THE TASK> Could you copy out every line of the data where the word "linejoin" occurs?

DATASET EXTRACT>
----
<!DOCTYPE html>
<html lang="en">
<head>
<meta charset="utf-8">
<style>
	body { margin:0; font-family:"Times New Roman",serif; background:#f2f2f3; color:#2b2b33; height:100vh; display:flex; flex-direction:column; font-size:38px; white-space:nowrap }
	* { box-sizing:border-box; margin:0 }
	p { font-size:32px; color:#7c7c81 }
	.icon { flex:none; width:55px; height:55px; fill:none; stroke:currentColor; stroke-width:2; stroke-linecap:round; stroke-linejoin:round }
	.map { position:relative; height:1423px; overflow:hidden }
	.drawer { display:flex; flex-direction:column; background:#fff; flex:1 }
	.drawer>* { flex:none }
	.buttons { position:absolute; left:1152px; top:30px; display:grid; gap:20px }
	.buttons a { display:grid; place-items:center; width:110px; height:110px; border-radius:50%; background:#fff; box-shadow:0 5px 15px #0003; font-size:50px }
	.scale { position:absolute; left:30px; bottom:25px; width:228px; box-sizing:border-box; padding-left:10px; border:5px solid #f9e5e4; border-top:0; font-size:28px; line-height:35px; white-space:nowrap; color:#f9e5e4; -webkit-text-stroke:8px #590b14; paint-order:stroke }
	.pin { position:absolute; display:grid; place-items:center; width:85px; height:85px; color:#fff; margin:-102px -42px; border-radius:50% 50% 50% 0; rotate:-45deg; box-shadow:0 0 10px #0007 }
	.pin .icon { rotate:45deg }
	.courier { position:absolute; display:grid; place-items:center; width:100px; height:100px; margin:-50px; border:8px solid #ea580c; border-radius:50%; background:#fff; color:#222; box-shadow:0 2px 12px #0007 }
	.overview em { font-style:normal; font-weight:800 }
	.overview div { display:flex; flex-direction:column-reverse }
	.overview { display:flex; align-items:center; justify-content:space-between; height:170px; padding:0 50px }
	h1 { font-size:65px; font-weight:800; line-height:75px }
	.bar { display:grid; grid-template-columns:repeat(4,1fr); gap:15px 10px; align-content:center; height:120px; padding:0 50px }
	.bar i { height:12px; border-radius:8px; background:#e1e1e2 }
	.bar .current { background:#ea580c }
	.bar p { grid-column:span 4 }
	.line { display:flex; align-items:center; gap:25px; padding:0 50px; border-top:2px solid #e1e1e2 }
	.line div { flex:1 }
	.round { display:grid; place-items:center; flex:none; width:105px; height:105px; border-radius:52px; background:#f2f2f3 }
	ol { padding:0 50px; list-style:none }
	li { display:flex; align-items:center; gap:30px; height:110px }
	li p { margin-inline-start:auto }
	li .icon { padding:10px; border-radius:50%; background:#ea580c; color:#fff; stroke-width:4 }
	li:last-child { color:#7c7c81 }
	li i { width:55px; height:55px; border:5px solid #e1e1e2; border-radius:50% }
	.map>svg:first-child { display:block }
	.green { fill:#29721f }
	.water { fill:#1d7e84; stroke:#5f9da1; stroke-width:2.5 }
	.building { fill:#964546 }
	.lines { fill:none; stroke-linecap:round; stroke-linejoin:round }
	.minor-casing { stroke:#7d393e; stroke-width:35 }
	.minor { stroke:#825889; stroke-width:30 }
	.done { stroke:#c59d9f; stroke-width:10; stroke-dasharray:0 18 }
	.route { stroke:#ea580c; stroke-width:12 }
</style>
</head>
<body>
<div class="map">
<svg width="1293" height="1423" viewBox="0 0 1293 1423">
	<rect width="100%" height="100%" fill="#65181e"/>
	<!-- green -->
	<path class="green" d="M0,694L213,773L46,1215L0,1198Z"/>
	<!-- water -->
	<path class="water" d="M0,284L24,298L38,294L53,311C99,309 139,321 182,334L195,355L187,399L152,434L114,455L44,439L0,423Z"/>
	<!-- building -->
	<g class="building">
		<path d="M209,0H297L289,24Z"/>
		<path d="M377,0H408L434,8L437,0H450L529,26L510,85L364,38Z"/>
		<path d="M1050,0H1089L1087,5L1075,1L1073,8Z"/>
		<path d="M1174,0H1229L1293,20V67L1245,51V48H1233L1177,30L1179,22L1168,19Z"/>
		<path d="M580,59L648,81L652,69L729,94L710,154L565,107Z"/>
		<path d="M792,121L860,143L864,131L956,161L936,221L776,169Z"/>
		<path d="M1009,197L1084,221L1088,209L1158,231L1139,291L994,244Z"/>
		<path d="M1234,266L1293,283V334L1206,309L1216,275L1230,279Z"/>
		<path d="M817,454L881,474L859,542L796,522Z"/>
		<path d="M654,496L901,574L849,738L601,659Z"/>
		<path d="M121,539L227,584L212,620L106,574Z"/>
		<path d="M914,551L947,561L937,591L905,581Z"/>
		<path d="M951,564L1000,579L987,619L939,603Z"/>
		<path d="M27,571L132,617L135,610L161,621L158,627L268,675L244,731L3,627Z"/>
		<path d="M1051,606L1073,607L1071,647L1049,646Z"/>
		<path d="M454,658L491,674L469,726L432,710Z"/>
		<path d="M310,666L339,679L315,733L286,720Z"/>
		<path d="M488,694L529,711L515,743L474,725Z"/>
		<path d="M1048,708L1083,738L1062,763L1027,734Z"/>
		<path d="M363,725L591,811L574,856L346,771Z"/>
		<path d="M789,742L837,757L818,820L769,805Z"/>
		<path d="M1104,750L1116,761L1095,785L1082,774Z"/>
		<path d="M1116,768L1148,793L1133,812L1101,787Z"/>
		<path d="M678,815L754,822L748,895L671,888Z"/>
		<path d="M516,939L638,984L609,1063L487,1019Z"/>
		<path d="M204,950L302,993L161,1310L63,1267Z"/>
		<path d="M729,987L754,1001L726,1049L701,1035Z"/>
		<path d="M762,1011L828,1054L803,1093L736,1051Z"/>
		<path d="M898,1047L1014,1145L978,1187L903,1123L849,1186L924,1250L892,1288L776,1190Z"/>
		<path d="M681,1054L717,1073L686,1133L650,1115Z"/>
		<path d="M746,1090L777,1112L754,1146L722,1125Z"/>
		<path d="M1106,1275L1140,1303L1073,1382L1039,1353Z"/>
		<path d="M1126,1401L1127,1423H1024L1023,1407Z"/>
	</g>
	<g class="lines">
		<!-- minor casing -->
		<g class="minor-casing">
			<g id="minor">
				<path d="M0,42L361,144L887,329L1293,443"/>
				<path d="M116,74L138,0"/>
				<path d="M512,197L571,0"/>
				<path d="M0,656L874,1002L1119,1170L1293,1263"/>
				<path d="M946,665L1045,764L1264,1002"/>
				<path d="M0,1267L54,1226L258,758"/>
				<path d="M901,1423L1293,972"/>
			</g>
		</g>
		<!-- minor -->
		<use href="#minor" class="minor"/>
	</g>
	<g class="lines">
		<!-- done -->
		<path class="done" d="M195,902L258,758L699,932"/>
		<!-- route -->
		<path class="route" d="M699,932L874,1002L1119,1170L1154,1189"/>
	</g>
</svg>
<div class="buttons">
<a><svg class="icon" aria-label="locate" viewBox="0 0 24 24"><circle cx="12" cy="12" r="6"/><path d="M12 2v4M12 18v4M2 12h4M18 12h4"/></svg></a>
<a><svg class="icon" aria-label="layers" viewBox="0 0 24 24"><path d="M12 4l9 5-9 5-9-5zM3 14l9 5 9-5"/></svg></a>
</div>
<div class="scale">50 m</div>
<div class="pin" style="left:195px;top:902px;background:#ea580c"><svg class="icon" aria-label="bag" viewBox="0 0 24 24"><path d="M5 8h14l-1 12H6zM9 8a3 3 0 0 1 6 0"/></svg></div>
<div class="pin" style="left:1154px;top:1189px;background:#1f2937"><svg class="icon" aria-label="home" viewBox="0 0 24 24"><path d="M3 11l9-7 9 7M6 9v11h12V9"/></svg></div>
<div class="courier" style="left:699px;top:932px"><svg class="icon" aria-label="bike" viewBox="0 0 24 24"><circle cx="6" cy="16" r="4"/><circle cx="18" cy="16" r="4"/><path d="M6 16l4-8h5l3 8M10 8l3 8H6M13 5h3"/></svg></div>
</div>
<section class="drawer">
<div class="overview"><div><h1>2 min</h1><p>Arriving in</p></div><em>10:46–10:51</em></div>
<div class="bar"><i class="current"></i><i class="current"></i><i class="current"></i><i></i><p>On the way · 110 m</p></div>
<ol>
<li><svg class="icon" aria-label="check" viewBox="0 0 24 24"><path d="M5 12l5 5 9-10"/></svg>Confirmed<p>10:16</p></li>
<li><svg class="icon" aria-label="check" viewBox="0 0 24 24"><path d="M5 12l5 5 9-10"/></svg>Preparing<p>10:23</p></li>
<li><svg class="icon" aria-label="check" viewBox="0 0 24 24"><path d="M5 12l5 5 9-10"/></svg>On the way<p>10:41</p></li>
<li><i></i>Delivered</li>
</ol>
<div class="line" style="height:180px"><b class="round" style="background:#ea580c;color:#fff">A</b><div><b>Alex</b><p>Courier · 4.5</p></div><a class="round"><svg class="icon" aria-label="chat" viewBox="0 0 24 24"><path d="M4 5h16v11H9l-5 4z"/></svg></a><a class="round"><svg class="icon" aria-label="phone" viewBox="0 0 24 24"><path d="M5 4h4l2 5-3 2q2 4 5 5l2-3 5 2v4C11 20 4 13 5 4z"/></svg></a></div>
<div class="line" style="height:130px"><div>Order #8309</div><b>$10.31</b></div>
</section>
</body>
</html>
----
RESULT OF THE TASK>
	.icon { flex:none; width:55px; height:55px; fill:none; stroke:currentColor; stroke-width:2; stroke-linecap:round; stroke-linejoin:round }
	.lines { fill:none; stroke-linecap:round; stroke-linejoin:round }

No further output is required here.